• **YOUR INSTRUCTIONS**
Write out exactly the lines below that run from the one containing "137px,850px 197px,830px 163px,837px" through the one containing "209px,850px 223px,850px 241px,824px", both included, with no other lines.

• **INPUT**
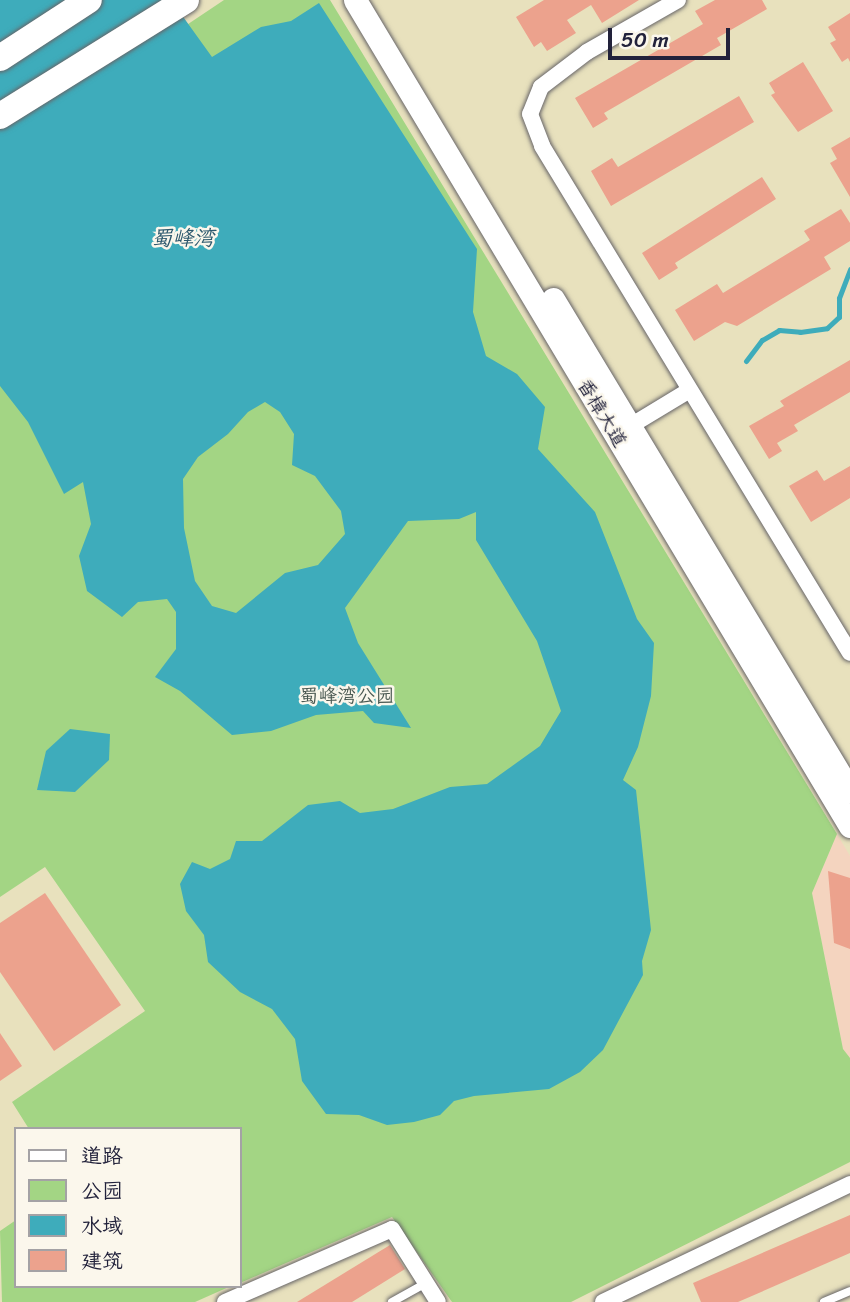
<!DOCTYPE html>
<meta charset="utf-8">
<style>
body{margin:0}
#map{position:relative;width:850px;height:1302px;overflow:hidden;background:#e8e1bd;font-family:Sriracha,"LXGW WenKai TC",sans-serif}
div>[style]{position:absolute}
[style*='--x']{left:calc(var(--x)*1px);top:calc(var(--y)*1px);width:calc(var(--w)*1px);rotate:calc(var(--a)*1deg)}
.built>*{inset:0;background:#f4d4bf}
.green>*{inset:0;background:#a3d584}
.water>*{inset:0;background:#3eacbb}
.stream>*{height:5px;margin:-2.5px;padding:0 2.5px;transform-origin:2.5px;border-radius:2.5px;background:#3eacbb}
.building>*{inset:0;background:#eca28d}
.roads{filter:drop-shadow(0 0 2px #676568) drop-shadow(0 0 2px #676568)}
.lane>*{height:8px;margin:-4px;padding:0 4px;transform-origin:4px;border-radius:4px;background:#fff}
.street>*{height:16px;margin:-8px;padding:0 8px;transform-origin:8px;border-radius:8px;background:#fff}
.secondary>*{height:23px;margin:-11.5px;padding:0 11.5px;transform-origin:11.5px;border-radius:11.5px;background:#fff}
.primary>*{height:26px;margin:-13px;padding:0 13px;transform-origin:13px;border-radius:13px;background:#fff}
span{translate:-50% -50%;white-space:nowrap;text-align:center;line-height:1.15;-webkit-text-stroke:5px #fbf7ec;paint-order:stroke}
.street-label{font-size:19px;color:#22223b}
.park-label{font-size:19px;color:#495851}
.water-label{font-size:21px;color:#2d596e;font-style:italic}
.legend{position:absolute;left:14px;top:1127px;width:228px;height:161px;box-sizing:border-box;background:#fbf7ec;border:2px solid #a4a2a5;margin:0;padding:9px 12px;list-style:none;font-size:21px;color:#22223b}
.legend li{display:flex;align-items:center;gap:14px;height:35px}
.legend b{width:35px;border:2px solid #a4a2a5}
.scale{position:absolute;left:608px;top:28px;width:122px;height:32px;box-sizing:border-box;border:4px solid #22223b;border-top:0;padding-left:9px;font-size:21px;line-height:24px;white-space:nowrap;color:#22223b;-webkit-text-stroke:5px #fbf7ec;paint-order:stroke}
</style>
<div id="map">
<div class="built">
<i style="clip-path:polygon(837px 834px,850px 856px,850px 1058px,843px 1049px,812px 893px)"></i>
</div>
<div class="green">
<i style="clip-path:polygon(224px 0,330px 0,837px 834px,812px 893px,843px 1049px,850px 1058px,850px 1162px,571px 1302px,452px 1302px,392px 1217px,240px 1283px,240px 1129px,29px 1129px,12px 1102px,145px 1011px,45px 867px,0 897px,0 150px)"></i>
<i style="clip-path:polygon(16px 1220px,16px 1286px,231px 1286px,195px 1302px,2px 1302px,0 1231px)"></i>
</div>
<div class="water">
<i style="clip-path:polygon(evenodd,0 0,171px 0,212px 57px,261px 27px,291px 21px,319px 3px,477px 249px,473px 312px,486px 356px,517px 374px,545px 407px,538px 449px,595px 512px,637px 619px,654px 643px,651px 696px,638px 747px,623px 780px,636px 790px,651px 930px,642px 961px,643px 975px,603px 1050px,580px 1072px,549px 1089px,474px 1096px,454px 1101px,440px 1115px,414px 1122px,387px 1125px,359px 1115px,326px 1114px,302px 1081px,295px 1039px,272px 1009px,240px 992px,208px 962px,204px 935px,186px 911px,180px 884px,192px 862px,210px 869px,230px 859px,236px 841px,262px 841px,308px 805px,340px 801px,360px 813px,393px 809px,450px 787px,487px 784px,540px 746px,561px 711px,537px 641px,476px 540px,476px 512px,459px 519px,408px 521px,345px 608px,358px 643px,411px 728px,374px 723px,363px 711px,316px 715px,271px 731px,232px 735px,180px 691px,155px 677px,176px 649px,176px 612px,167px 599px,138px 602px,122px 617px,87px 591px,79px 556px,91px 524px,83px 482px,64px 494px,28px 422px,0 386px,0 0,265px 402px,280px 412px,294px 434px,292px 465px,315px 476px,341px 511px,345px 534px,318px 565px,285px 573px,236px 613px,212px 606px,195px 581px,184px 528px,183px 479px,198px 457px,228px 434px,248px 412px,265px 402px)"></i>
<i style="clip-path:polygon(70px 729px,110px 734px,109px 760px,75px 792px,37px 790px,46px 751px)"></i>
</div>
<div class="stream">
<i style="--x:746;--y:361;--w:26;--a:-53"></i>
<i style="--x:762;--y:340;--w:20;--a:-30"></i>
<i style="--x:779;--y:330;--w:21;--a:5"></i>
<i style="--x:800;--y:332;--w:27;--a:-8"></i>
<i style="--x:827;--y:328;--w:16;--a:-43"></i>
<i style="--x:839;--y:317;--w:19;--a:-90"></i>
<i style="--x:839;--y:298;--w:31;--a:-69"></i>
</div>
<div class="building">
<i style="clip-path:polygon(544px 0,639px 0,602px 23px,591px 5px,567px 20px,576px 33px,547px 51px,541px 42px,534px 47px,516px 17px)"></i>
<i style="clip-path:polygon(715px 0,762px 0,767px 9px,717px 38px,721px 45px,604px 113px,608px 119px,593px 128px,575px 98px,703px 24px,695px 11px)"></i>
<i style="clip-path:polygon(850px 13px,850px 62px,848px 58px,842px 62px,830px 43px,836px 40px,828px 27px)"></i>
<i style="clip-path:polygon(803px 62px,833px 111px,798px 132px,771px 95px,775px 93px,769px 83px)"></i>
<i style="clip-path:polygon(739px 96px,754px 122px,611px 206px,591px 171px,612px 158px,618px 167px)"></i>
<i style="clip-path:polygon(850px 137px,850px 197px,830px 163px,837px 159px,831px 148px)"></i>
<i style="clip-path:polygon(762px 177px,776px 199px,675px 263px,678px 268px,659px 280px,642px 253px)"></i>
<i style="clip-path:polygon(841px 209px,850px 223px,850px 241px,824px 257px,831px 269px,737px 326px,725px 322px,694px 341px,675px 310px,717px 284px,723px 293px,810px 240px,804px 231px)"></i>
<i style="clip-path:polygon(850px 360px,850px 392px,794px 425px,798px 431px,777px 443px,782px 451px,769px 459px,749px 426px,784px 406px,780px 401px)"></i>
<i style="clip-path:polygon(850px 466px,850px 498px,811px 522px,789px 486px,817px 470px,824px 481px)"></i>
<i style="clip-path:polygon(828px 871px,850px 878px,850px 949px,834px 943px)"></i>
<i style="clip-path:polygon(45px 893px,121px 1005px,54px 1051px,0 972px,0 923px)"></i>
<i style="clip-path:polygon(0 1033px,22px 1066px,0 1081px)"></i>
<i style="clip-path:polygon(850px 1215px,850px 1253px,738px 1302px,701px 1302px,693px 1283px)"></i>
<i style="clip-path:polygon(390px 1245px,405px 1269px,352px 1302px,297px 1302px)"></i>
</div>
<div class="roads">
<div class="lane">
<i style="--x:392;--y:1302;--w:39;--a:-29"></i>
<i style="--x:824;--y:1302;--w:28;--a:-23"></i>
</div>
<div class="street">
<i style="--x:678;--y:0;--w:105;--a:150.3"></i>
<i style="--x:587;--y:52;--w:58;--a:142.7"></i>
<i style="--x:541;--y:87;--w:29;--a:112"></i>
<i style="--x:530;--y:114;--w:34;--a:69"></i>
<i style="--x:542;--y:146;--w:593;--a:58.72"></i>
<i style="--x:622;--y:431;--w:77;--a:-31.2"></i>
<i style="--x:225;--y:1302;--w:182;--a:-23.6"></i>
<i style="--x:392;--y:1229;--w:86;--a:57.8"></i>
<i style="--x:603;--y:1302;--w:274;--a:-25.5"></i>
</div>
<div class="secondary">
<i style="--x:355;--y:0;--w:963;--a:59.07"></i>
<i style="--x:553;--y:299;--w:575;--a:58.88"></i>
</div>
<div class="primary">
<i style="--x:0;--y:58;--w:106;--a:-33.1"></i>
<i style="--x:0;--y:116;--w:219;--a:-31.9"></i>
</div>
</div>
<div class="street-label">
<span style="left:602px;top:413px;rotate:59deg">香樟大道</span>
</div>
<div class="park-label">
<span style="left:347px;top:696px">蜀峰湾公园</span>
</div>
<div class="water-label">
<span style="left:183px;top:238px">蜀峰湾</span>
</div>
<ul class="legend">
<li><b style="height:9px;background:#fff"></b>道路</li>
<li><b style="height:19px;background:#a3d584"></b>公园</li>
<li><b style="height:19px;background:#3eacbb"></b>水域</li>
<li><b style="height:19px;background:#eca28d"></b>建筑</li>
</ul>
<div class="scale">50 m</div>
</div>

• **EXERCISE RESPONSE**
<i style="clip-path:polygon(850px 137px,850px 197px,830px 163px,837px 159px,831px 148px)"></i>
<i style="clip-path:polygon(762px 177px,776px 199px,675px 263px,678px 268px,659px 280px,642px 253px)"></i>
<i style="clip-path:polygon(841px 209px,850px 223px,850px 241px,824px 257px,831px 269px,737px 326px,725px 322px,694px 341px,675px 310px,717px 284px,723px 293px,810px 240px,804px 231px)"></i>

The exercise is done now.